Devemos ter cuidado com ideólogos que aproveitam a crise europeia para promover suas agendas

É assim que o euro termina – não com uma explosão, mas com bunga bunga. Não muito tempo atrás, os líderes europeus insistiam em que a Grécia podia continuar na zona do euro e pagar suas dívidas na íntegra.

Agora, com a Itália caindo em um precipício, é difícil imaginar de que modo o euro poderia sobreviver.

Mas qual é o significado do fiasco do euro?

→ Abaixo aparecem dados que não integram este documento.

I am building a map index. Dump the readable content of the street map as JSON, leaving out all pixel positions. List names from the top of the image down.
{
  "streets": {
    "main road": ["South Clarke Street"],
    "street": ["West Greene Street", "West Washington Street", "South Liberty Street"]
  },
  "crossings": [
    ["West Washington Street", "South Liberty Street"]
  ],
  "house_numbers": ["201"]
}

Que lições extrair?

Ouço duas alegações, ambas falsas: os problemas da Europa refletem o fracasso dos Estados de bem-estar social como um todo, e a crise europeia confirma a necessidade de austeridade imediata nos EUA.

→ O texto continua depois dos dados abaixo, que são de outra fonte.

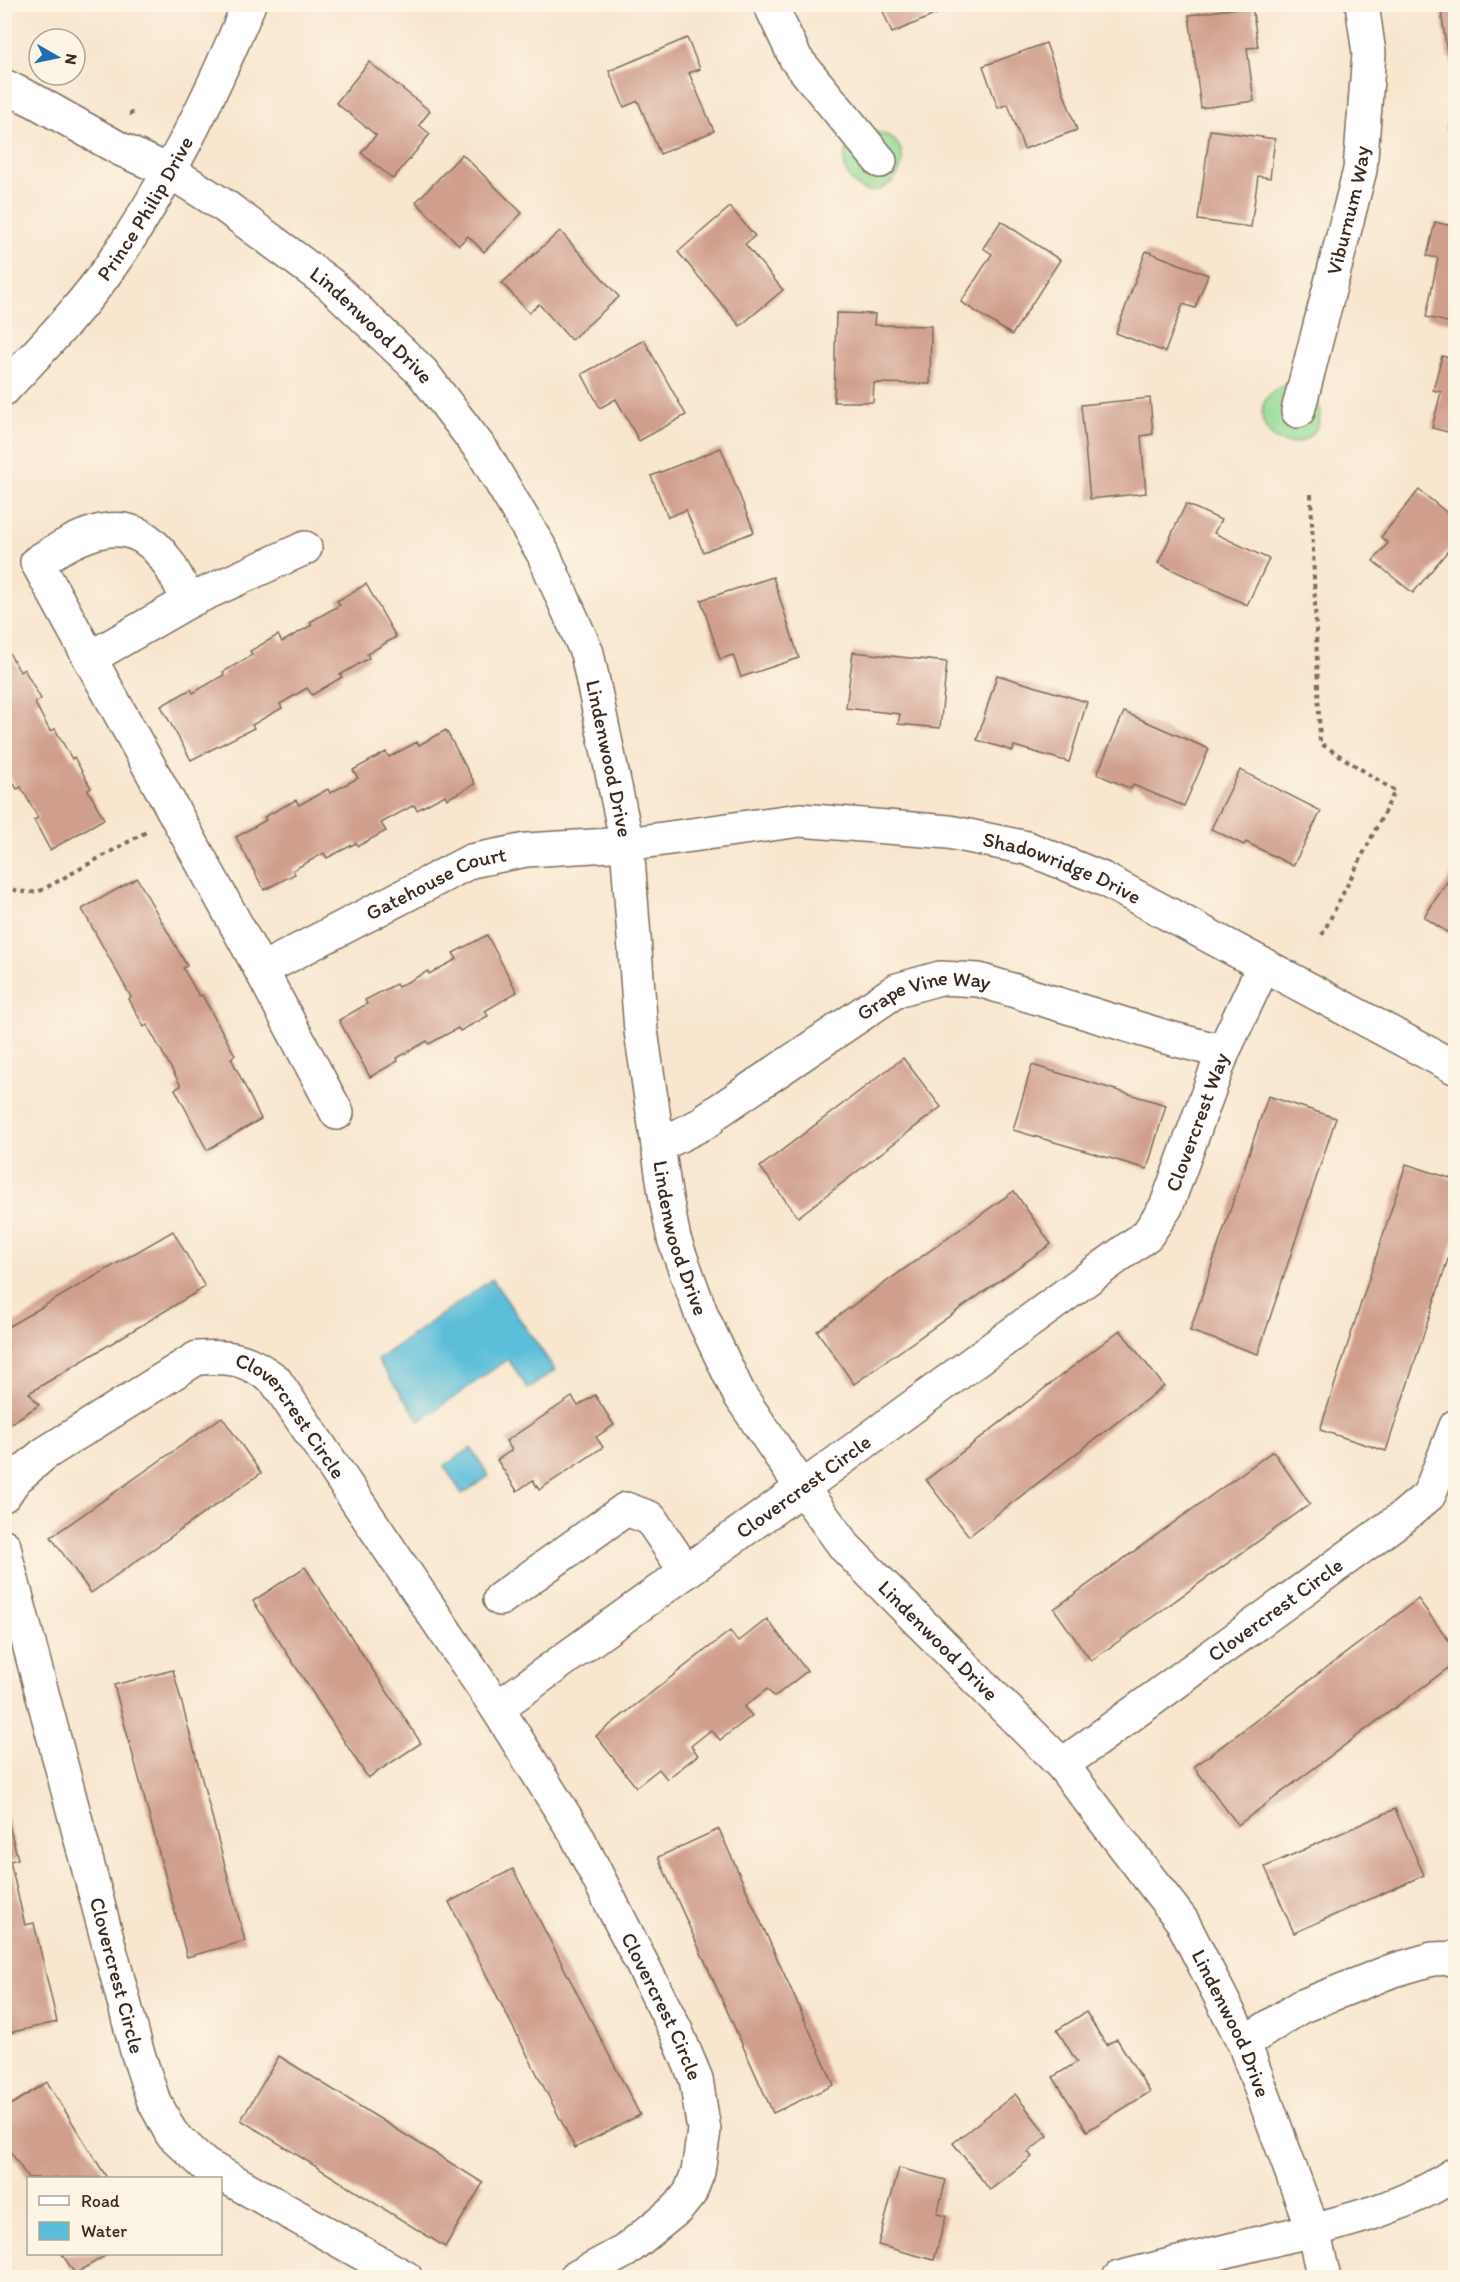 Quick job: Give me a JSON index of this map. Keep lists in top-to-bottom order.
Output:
{
  "streets": {
    "street": [
      "Prince Philip Drive",
      "Viburnum Way",
      "Lindenwood Drive",
      "Shadowridge Drive",
      "Gatehouse Court",
      "Grape Vine Way",
      "Clovercrest Way",
      "Clovercrest Circle"
    ]
  },
  "crossings": [
    ["Prince Philip Drive", "Lindenwood Drive"],
    ["Lindenwood Drive", "Shadowridge Drive"],
    ["Lindenwood Drive", "Gatehouse Court"],
    ["Lindenwood Drive", "Grape Vine Way"],
    ["Lindenwood Drive", "Clovercrest Circle"],
    ["Shadowridge Drive", "Gatehouse Court"],
    ["Shadowridge Drive", "Clovercrest Way"],
    ["Grape Vine Way", "Clovercrest Way"],
    ["Clovercrest Way", "Clovercrest Circle"]
  ],
  "legend": ["Road", "Water"],
  "north": "right"
}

A primeira alegação está sendo feita por republicanos como Mitt Romney, que acusou Obama de se inspirar nos “socialistas democratas” europeus e disse que “a Europa não está funcionando nem na Europa”.

A ideia é que os países em crise enfrentam problemas devido ao peso dos gastos governamentais.

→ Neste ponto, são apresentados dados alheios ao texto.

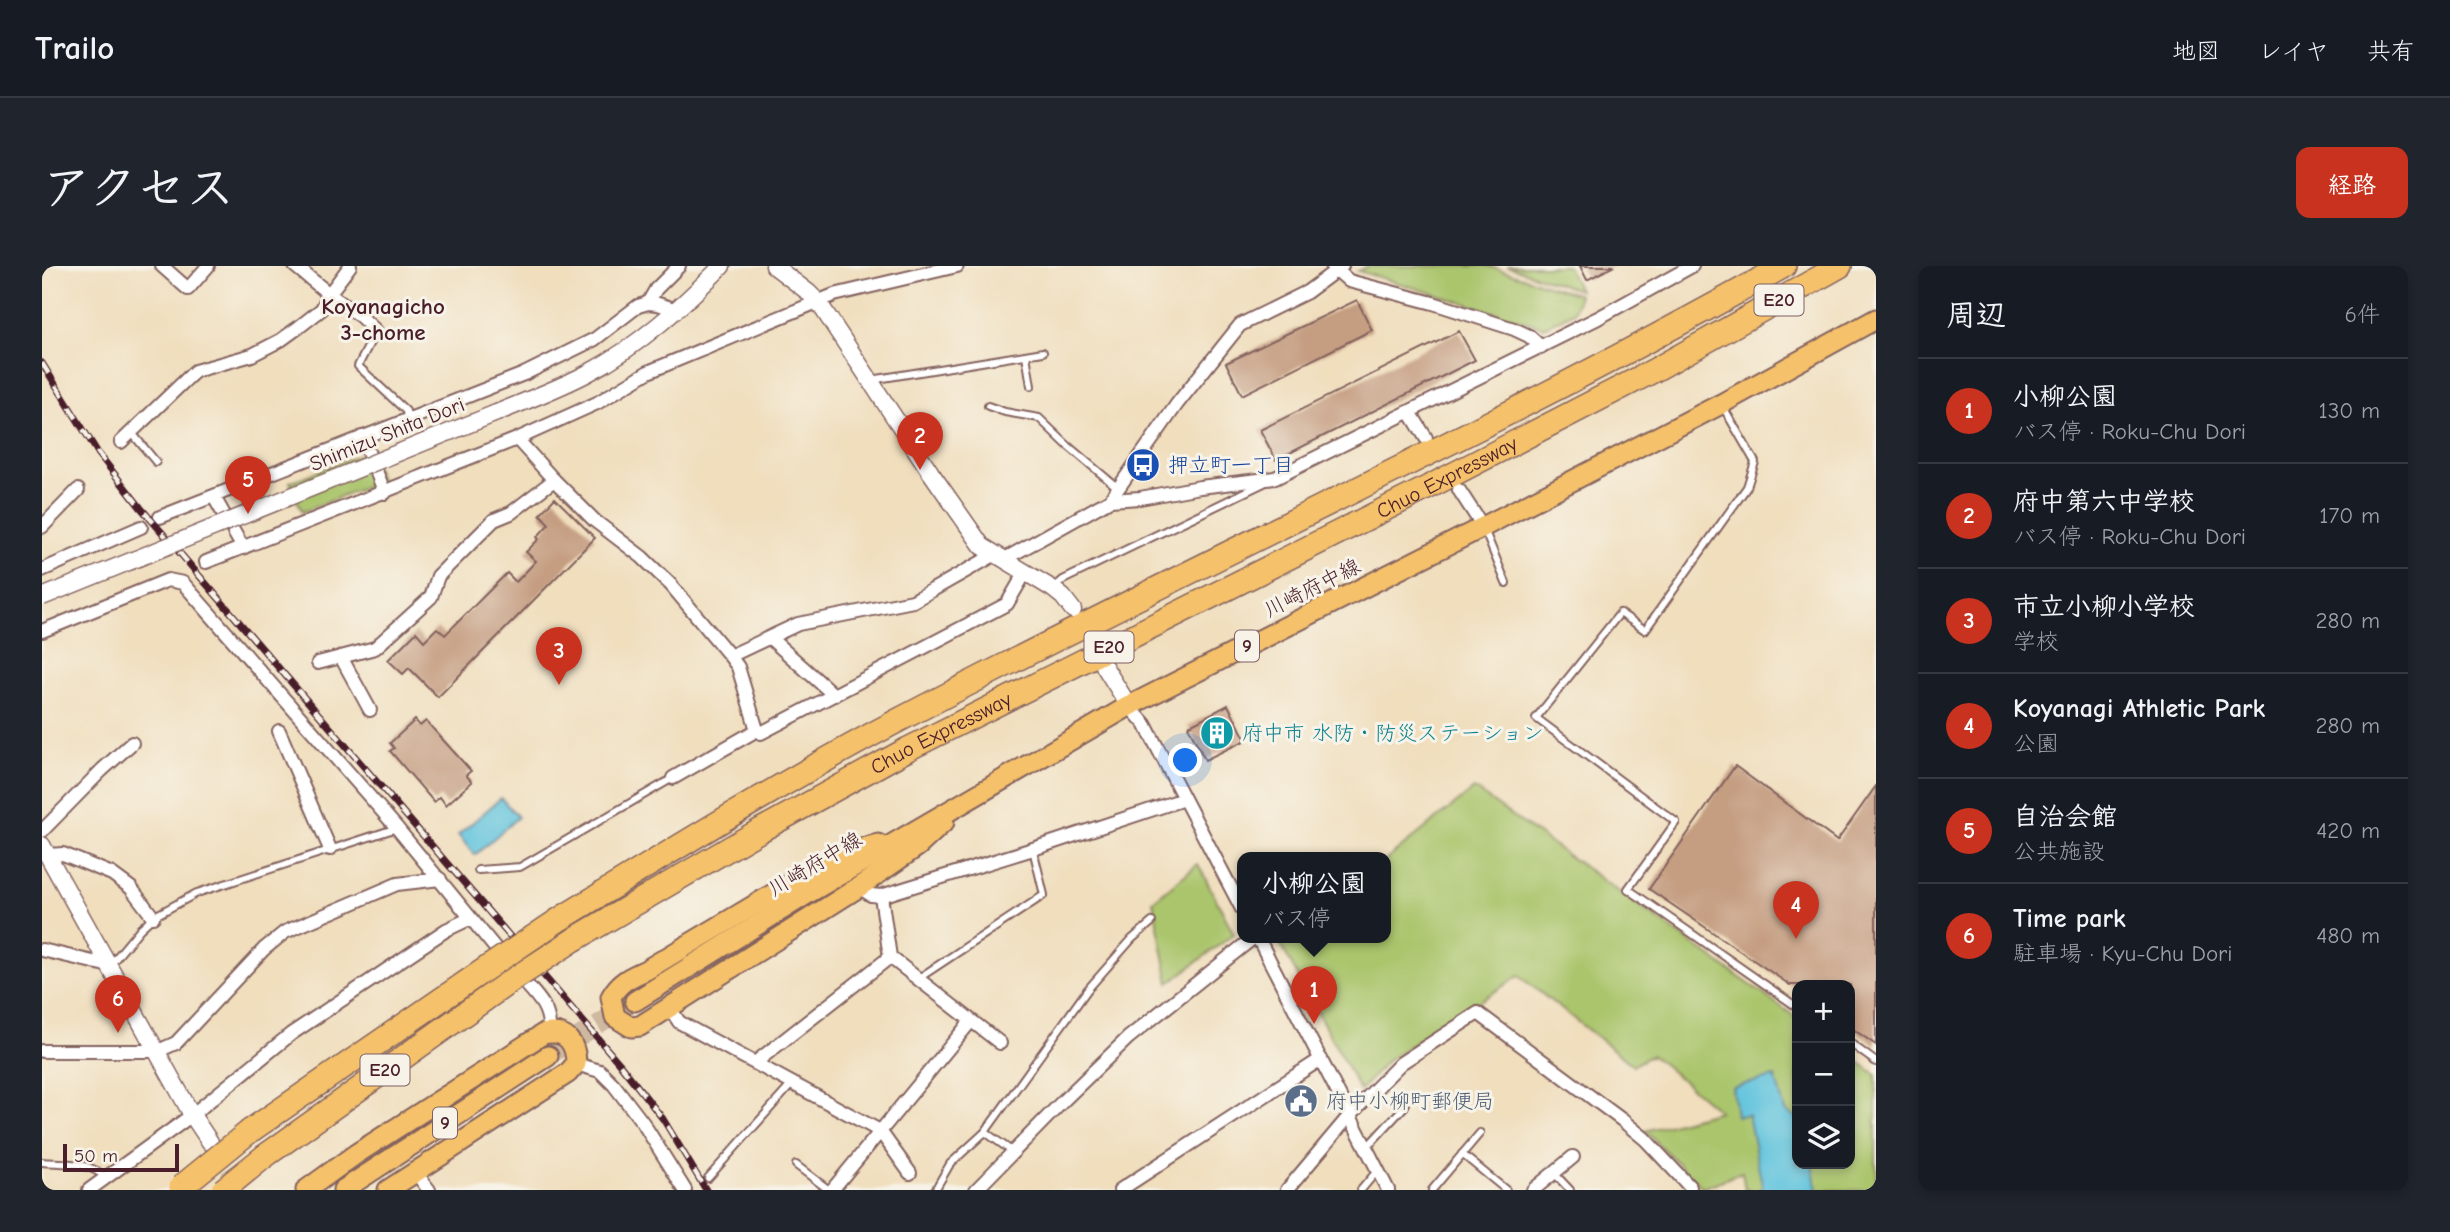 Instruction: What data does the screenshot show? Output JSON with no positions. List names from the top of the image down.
{
  "streets": {
    "highway": ["E20", "Chuo Expressway"],
    "main road": ["川崎府中線", "9"],
    "street": ["Shimizu Shita Dori"]
  },
  "districts": ["Koyanagicho 3-chome"],
  "places": {
    "bus stop": ["押立町一丁目"],
    "building": ["府中市 水防・防災ステーション"],
    "public building": ["府中小柳町郵便局"]
  },
  "scale_bar": "50 m",
  "page": {
    "header": "Trailo",
    "nav": ["地図", "レイヤ", "共有"],
    "title": "アクセス",
    "buttons": "経路",
    "heading": ["周辺", "6件"],
    "list": [
      {
        "mark": "1",
        "name": "小柳公園",
        "note": "バス停 · Roku-Chu Dori",
        "value": "130 m"
      },
      {
        "mark": "2",
        "name": "府中第六中学校",
        "note": "バス停 · Roku-Chu Dori",
        "value": "170 m"
      },
      {
        "mark": "3",
        "name": "市立小柳小学校",
        "note": "学校",
        "value": "280 m"
      },
      {
        "mark": "4",
        "name": "Koyanagi Athletic Park",
        "note": "公園",
        "value": "280 m"
      },
      {
        "mark": "5",
        "name": "自治会館",
        "note": "公共施設",
        "value": "420 m"
      },
      {
        "mark": "6",
        "name": "Time park",
        "note": "駐車場 · Kyu-Chu Dori",
        "value": "480 m"
      }
    ],
    "pins": [
      "2",
      "5",
      "3",
      "4",
      "1",
      "6"
    ],
    "popup": ["小柳公園", "バス停"],
    "map_buttons": ["+", "−"],
    "scale": "50 m"
  }
}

Mas os fatos dizem o oposto.

É verdade que toda a Europa oferece benefícios sociais mais generosos -entre os quais serviços universais de saúde- e registra gastos governamentais mais altos que os EUA.

Mas os países hoje em crise não oferecem mais bem-estar social do que os que estão se saindo bem.

Na verdade, a correlação indica o oposto.

A Suécia, famosa por benefícios generosos, tem ótimo desempenho e é um dos poucos países cujo PIB atual é maior que o de antes da turbulência.

E o “gasto social” em todos os países hoje em crise era menor do que na Alemanha.

A crise do euro, portanto, nada diz sobre a sustentabilidade dos Estados de bem-estar social. Mas justifica a necessidade de apertar os cintos numa economia já deprimida?

Dizem-nos que os EUA têm de cortar gastos agora ou poderemos terminar como a Grécia. Os fatos também contam história diferente.

Primeiro, o fator determinante para os juros não é a dívida do governo, mas sim se a captação é feita em moeda nacional ou não.

O Japão tem dívida bem maior que a italiana, mas os juros sobre os títulos japoneses de longo prazo são de cerca de 1%, ante 6% na Itália.

As perspectivas fiscais britânicas parecem piores que as espanholas, mas o Reino Unido pode captar pagando 2% de juros; a Espanha paga quase 6%.

Na prática, ao adotar o euro, Espanha e Itália se reduziram à situação de países do Terceiro Mundo que precisam tomar empréstimos na moeda alheia, com toda a perda de flexibilidade que isso implica.

Por não poderem imprimir mais dinheiro em situações de emergência, os países da zona do euro ficam sujeitos a perturbações em sua captação que não afligem países capazes de tomar empréstimos em suas próprias moedas, como os EUA.

A austeridade, por sua vez, fracassou em todo lugar no qual foi tentada. Nenhum país com dívidas significativas conseguiu cortar gastos a ponto de recuperar o apreço dos mercados.

A Irlanda, por exemplo, é o bom menino da Europa: respondeu à crise com medidas ferozes, que levaram o desemprego a mais de 14%. Mas os juros pagos pelos títulos irlandeses ainda superam os 8% -mais altos que os italianos.

Moral da história: devemos ter cuidado com ideólogos que tentam aproveitar a crise europeia para promover suas agendas. Se ouvirmos o que eles dizem, agravaremos ainda mais os nossos problemas.